Our natural environment is the foundation of our existence. The planet and its natural ecosystems are the true commons of humanity. But according to the widely accepted and alarming concept of the “tragedy of the commons,” individuals acting solely and rationally in their own self-interest will ultimately deplete a shared resource even when it is clear that it is not in anyone’s long-term interest for this to happen.
For most of human history, the world’s abundance was too overwhelming for people to realize this truth on a global scale. That must change—and is changing. We must reject a culture founded on pure self-interest and embrace a culture founded on respect, responsibility, justice, and the inherent dignity of living things and natural places.
As the writer and farmer Wendell Berry has said, “there are no sacred and unsacred places; there are only sacred and desecrated places.” We must ask: “What does this earth require of us if we want to continue to live on it?”
environmental justice
Despite modern technology, our air, water, and food are still drawn from the natural environment. The environment remains by far the largest source of wealth-generation, especially in a time of rising prices for fossil fuels, metals, and commodity agriculture.

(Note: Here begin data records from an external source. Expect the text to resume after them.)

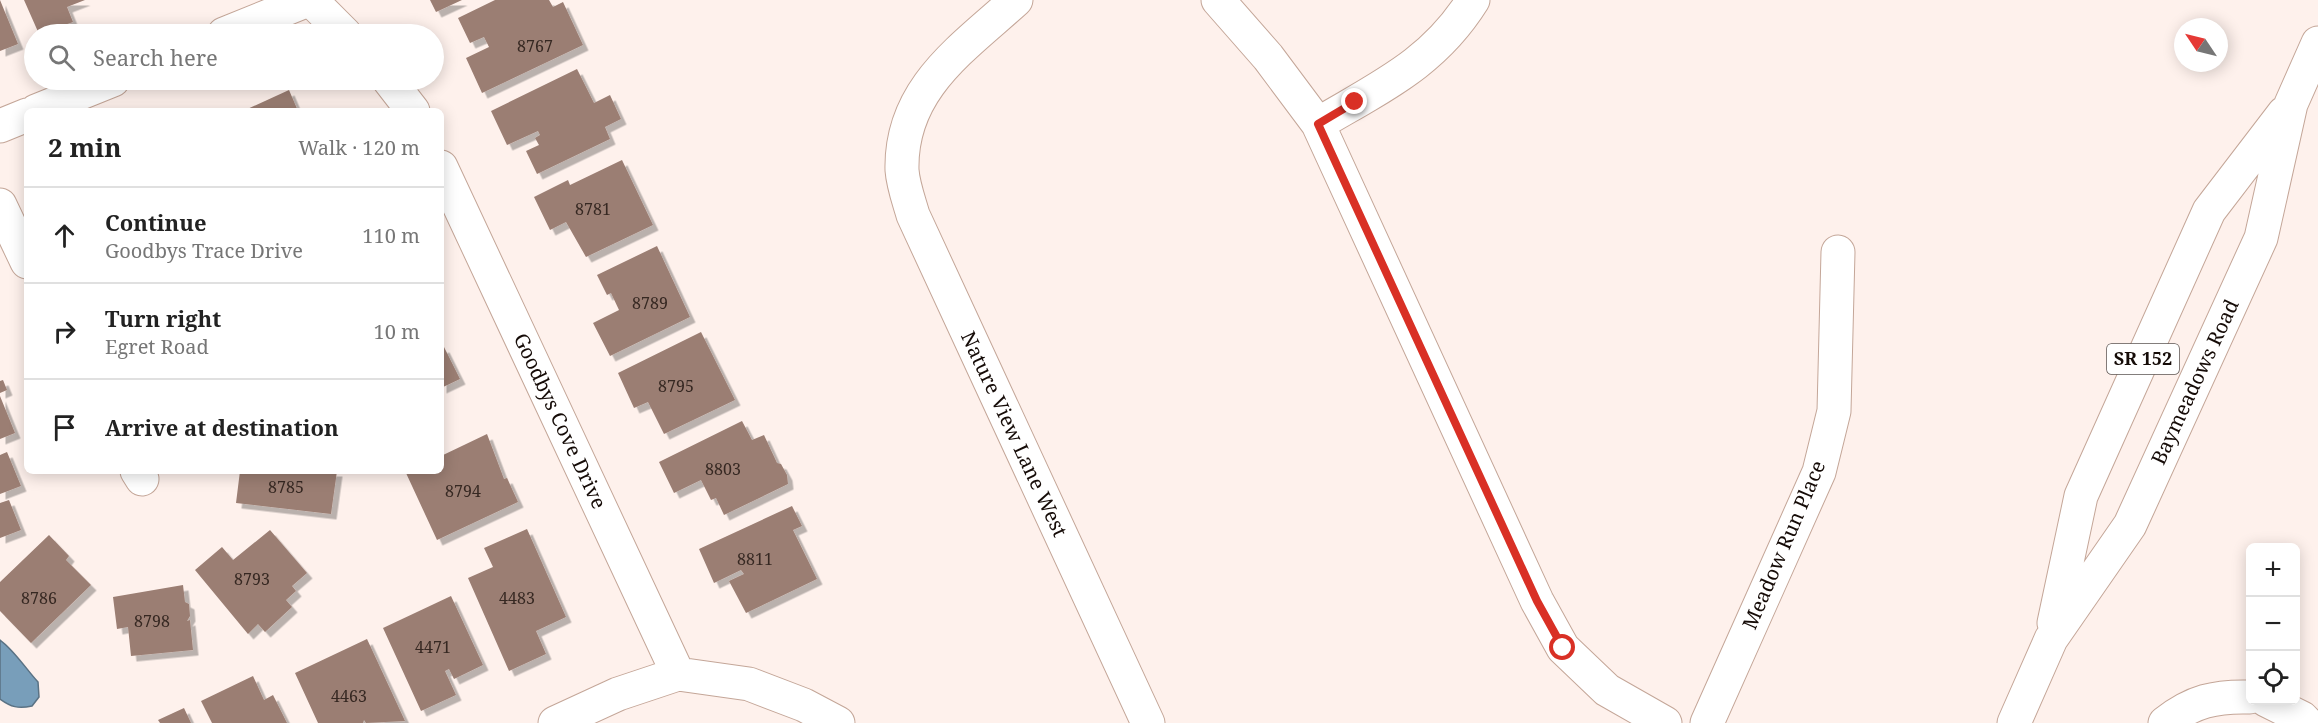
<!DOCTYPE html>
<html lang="en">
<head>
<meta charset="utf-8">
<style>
	body { margin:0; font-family:"Noto Serif",serif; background:#f6f6f6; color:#222 }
	.controls { position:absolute; right:18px; bottom:18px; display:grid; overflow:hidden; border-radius:9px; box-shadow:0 3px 15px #0003 }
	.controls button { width:54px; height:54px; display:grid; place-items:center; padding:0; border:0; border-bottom:2px solid #e0e0e0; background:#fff; color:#222; font:30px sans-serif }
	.compass { position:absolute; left:2174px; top:18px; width:54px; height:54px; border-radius:50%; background:#fff; box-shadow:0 3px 15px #0003; rotate:305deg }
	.stop { position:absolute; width:18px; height:18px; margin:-14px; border:4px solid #d93025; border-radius:50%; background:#fff }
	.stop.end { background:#d93025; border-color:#fff; box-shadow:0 2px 6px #0008 }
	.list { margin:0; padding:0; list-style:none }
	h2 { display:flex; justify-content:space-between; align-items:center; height:78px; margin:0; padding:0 24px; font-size:26px }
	h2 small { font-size:20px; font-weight:400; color:#767676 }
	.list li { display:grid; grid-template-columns:39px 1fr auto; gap:18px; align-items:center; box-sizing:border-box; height:96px; padding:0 24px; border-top:2px solid #e0e0e0 }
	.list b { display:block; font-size:22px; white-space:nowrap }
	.list p { margin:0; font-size:20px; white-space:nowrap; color:#767676 }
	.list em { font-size:20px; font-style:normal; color:#767676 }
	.icon { flex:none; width:33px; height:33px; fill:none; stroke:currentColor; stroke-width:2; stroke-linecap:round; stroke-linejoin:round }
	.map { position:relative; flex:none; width:2318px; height:723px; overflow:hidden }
	.search { position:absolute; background:#fff; box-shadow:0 3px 15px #0003; left:24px; top:24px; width:420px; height:66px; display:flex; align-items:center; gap:15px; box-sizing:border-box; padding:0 21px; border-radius:33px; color:#767676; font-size:22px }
	.panel { position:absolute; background:#fff; box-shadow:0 3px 15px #0003; left:24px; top:108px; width:420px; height:366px; border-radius:9px }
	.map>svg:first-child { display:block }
	.water { fill:#789eba; stroke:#5a7284; stroke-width:1.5 }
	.building { fill:#9b7e73; filter:url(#shadow) }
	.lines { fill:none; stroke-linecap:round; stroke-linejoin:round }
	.minor-casing { stroke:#c4a698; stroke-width:35 }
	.major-casing { stroke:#c4a698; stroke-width:35 }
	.minor { stroke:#fff; stroke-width:33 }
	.major { stroke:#fff; stroke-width:33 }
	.route { stroke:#d93025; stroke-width:8 }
	.labels { text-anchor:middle; stroke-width:4.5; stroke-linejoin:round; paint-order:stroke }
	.number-label { font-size:16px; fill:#362822 }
	.shield { fill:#fff; stroke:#5b5451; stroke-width:1.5 }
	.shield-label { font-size:18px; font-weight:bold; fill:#150b07 }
	.street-label { font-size:20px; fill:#150b07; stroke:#fff }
</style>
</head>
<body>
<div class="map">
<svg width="2318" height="723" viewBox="0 0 2318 723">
	<defs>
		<filter id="shadow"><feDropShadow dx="5.5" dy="5.5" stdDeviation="0" flood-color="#0004"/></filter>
	</defs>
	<rect width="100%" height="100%" fill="#fef1ec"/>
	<path class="water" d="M0,640C14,650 26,669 38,682L39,697L32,706C18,709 11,707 0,699Z"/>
	<path class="building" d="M0,0L18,44L0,51Z
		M24,0H85L67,7L73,22L39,34Z
		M430,0H462L436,12Z
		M495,0H549L553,7L563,2L583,45L482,93L466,58L489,47L484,37L470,43L458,18Z
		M577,69L594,103L610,95L621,119L605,127L610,139L537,174L526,151L539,145L535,138L540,135L538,131L507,145L491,111Z
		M289,90L298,111H243Z
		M622,160L653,225L586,257L566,222L550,230L534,197L568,180L570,185Z
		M657,246L690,317L610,356L593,323L619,310L611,293L607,295L597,275Z
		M701,332L735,400L664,434L648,402L634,408L618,373Z
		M444,347L460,379L441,388V348Z
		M3,380L7,390L0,393V381Z
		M0,396L15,433L0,439Z
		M742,421L752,440L764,435L777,463L781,464L787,475L788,484L724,515L716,498L711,500L701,480L674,493L659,462Z
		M487,434L504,479L507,478L518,502L437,540L406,473L441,471V456Z
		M7,452L21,486L0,494V455Z
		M240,471H337L331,514L236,503Z
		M9,500L21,530L0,538V503Z
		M792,506L802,526L793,530L817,579L746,613L729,581L744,574L741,570L714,583L699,549Z
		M527,529L566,617L536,631L546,654L509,671L468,578L493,567L484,548Z
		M270,530L307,573L292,586L296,591L286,600L292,607L265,632L258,624L248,634L195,570L222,547L233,560Z
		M49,535L69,556L66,560L91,585L31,643L0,611V582Z
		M183,585L185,602L189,604L190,616L187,621L190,620L193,650L131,656L128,627L117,629L113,597Z
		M451,596L483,665L454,679L449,669L445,671L456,695L421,711L383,628Z
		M367,639L405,721L366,723L364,720L363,723H318L295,673Z
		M253,676L264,700L273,695L287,723H212L201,701Z
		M184,708L191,723H160L158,720Z"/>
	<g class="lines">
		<defs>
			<path id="minor" d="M311,0L345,34
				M1016,0C962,49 900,89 902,170C903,185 909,201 913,215L1148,723
				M1218,0L1268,57L1318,124L1537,601L1563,648L1607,690L1665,723
				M224,34L308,0
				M389,80L413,111
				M36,111L113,80
				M1318,124C1380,87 1433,64 1473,0
				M0,126L27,115
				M441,167L678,674
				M0,205L27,262
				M137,471L142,479
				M2266,700L2302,718L2307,723
				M555,723L618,694L678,674L749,684L804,705L838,723
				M1707,723L1819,472L1834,411L1838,252
				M2165,723C2193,701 2215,696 2250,697"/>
			<path id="major" d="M2054,623L2081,496L2209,211L2284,113
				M2014,723L2051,639L2130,525L2261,238L2291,104L2318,43"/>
		</defs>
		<use href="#minor" class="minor-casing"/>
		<use href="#major" class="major-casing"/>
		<use href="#minor" class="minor"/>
		<use href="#major" class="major"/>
	</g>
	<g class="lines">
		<path class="route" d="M1355,102L1318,124L1537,601L1563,648"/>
	</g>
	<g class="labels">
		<g class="number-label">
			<text x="535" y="52">8767</text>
			<text x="593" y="215">8781</text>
			<text x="650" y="309">8789</text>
			<text x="676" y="392">8795</text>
			<text x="723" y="475">8803</text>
			<text x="286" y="493">8785</text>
			<text x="463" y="497">8794</text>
			<text x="755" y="565">8811</text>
			<text x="252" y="585">8793</text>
			<text x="39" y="604">8786</text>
			<text x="517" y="604">4483</text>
			<text x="152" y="627">8798</text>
			<text x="433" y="653">4471</text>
			<text x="349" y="702">4463</text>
		</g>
		<rect class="shield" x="2107" y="344" width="72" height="30" rx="4.5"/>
		<g class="shield-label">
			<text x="2143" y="365">SR 152</text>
		</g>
		<g class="street-label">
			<text transform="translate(2195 382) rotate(-65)" y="7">Baymeadows Road</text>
			<text transform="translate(560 421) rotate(65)" y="7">Goodbys Cove Drive</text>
			<text transform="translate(1014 434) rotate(65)" y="7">Nature View Lane West</text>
			<text transform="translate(1784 545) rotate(-67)" y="7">Meadow Run Place</text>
		</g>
	</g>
</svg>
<div class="controls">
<button>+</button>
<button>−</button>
<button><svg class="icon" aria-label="locate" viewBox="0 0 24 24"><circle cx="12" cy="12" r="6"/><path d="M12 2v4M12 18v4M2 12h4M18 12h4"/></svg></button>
</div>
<svg class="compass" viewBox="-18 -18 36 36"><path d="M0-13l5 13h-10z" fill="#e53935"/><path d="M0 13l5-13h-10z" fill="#767676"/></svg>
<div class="stop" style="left:1563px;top:648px"></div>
<div class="stop end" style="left:1355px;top:102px"></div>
<div class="search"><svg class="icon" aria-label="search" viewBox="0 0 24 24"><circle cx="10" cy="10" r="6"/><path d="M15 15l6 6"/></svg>Search here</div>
<section class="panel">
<h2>2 min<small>Walk · 120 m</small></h2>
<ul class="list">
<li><svg class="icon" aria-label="ahead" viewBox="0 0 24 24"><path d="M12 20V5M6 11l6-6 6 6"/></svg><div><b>Continue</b><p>Goodbys Trace Drive</p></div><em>110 m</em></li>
<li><svg class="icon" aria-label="right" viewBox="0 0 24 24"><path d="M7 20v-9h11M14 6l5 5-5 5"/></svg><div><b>Turn right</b><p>Egret Road</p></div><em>10 m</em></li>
<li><svg class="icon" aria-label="arrive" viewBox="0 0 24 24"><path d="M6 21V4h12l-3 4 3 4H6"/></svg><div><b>Arrive at destination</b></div></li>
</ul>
</section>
</div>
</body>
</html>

Wealthy and privileged communities have found ways to protect the health of their environments while still enjoying the fruits of natural resource development projects—but they have too often done so at the expense of poorer, marginalized communities, shifting destructive or risky practices that they would never allow in their own backyards. This is so even though these communities—including many indigenous and rural communities—often maintain a far more direct, interdependent, and even spiritual relationship to the environment at risk.
From an environmental and economic perspective, this leads to delusional misapprehension about the true costs of these practices. From a human rights perspective, it is simply an intolerable double standard. Through its counsel, consulting, and communications practices, Forum Nobis helps individuals and communities use the tools of international law and human rights to fight this double standard and ensure their equal right to:
- a clean and healthy environment;
- the protection of culturally or economically important or sacred places;
- robust consultation, participation, and free, prior, and informed consent rights regarding natural resource development projects;
- in cases of already existing environmental harm, environmental remediation to the maximum extent possible;
- just compensation for environmental harm and related human suffering;
- due interest-sharing and other benefit arrangements.
indigenous territory & culture
In addition to the fundamental environmental rights held by all people, indigenous and other protected communities have important additional rights under international law—and, increasingly, national laws—that arise from their fundamental right to self-determination, their historical tenure on traditional lands and territories, and their established record as sustainable, intergenerational stewards of lands and natural resources.
Indigenous and other communities have the right to seek formal legal protection of their land tenure (sometimes called “native title”), to “maintain and strengthen their distinctive spiritual relationship with their [lands],” and to control or participate in “the conservation and protection of the environment and the productive capacity of their lands.” Through their right to self-determination and exercise of territorial autonomy, protected peoples also have a range of important rights to cultural autonomy, as well as the right to resist any act which has “the aim or effect of depriving [their] integrity [as] distinct peoples, or of their cultural values or ethnic identities.”
Forum Nobis works with indigenous and other protected communities to understand the extent to which national and international laws can protect their rights, and to develop strategies and approaches for articulating and advocating for those rights in a variety of forums.
Forum Nobis also works with project partners to provide a wide range of technical assistance on complex cases that involve establishing and maintaining traditional land tenure, protected cultural practices, and/or the exercise of territorial autonomy and self-determination.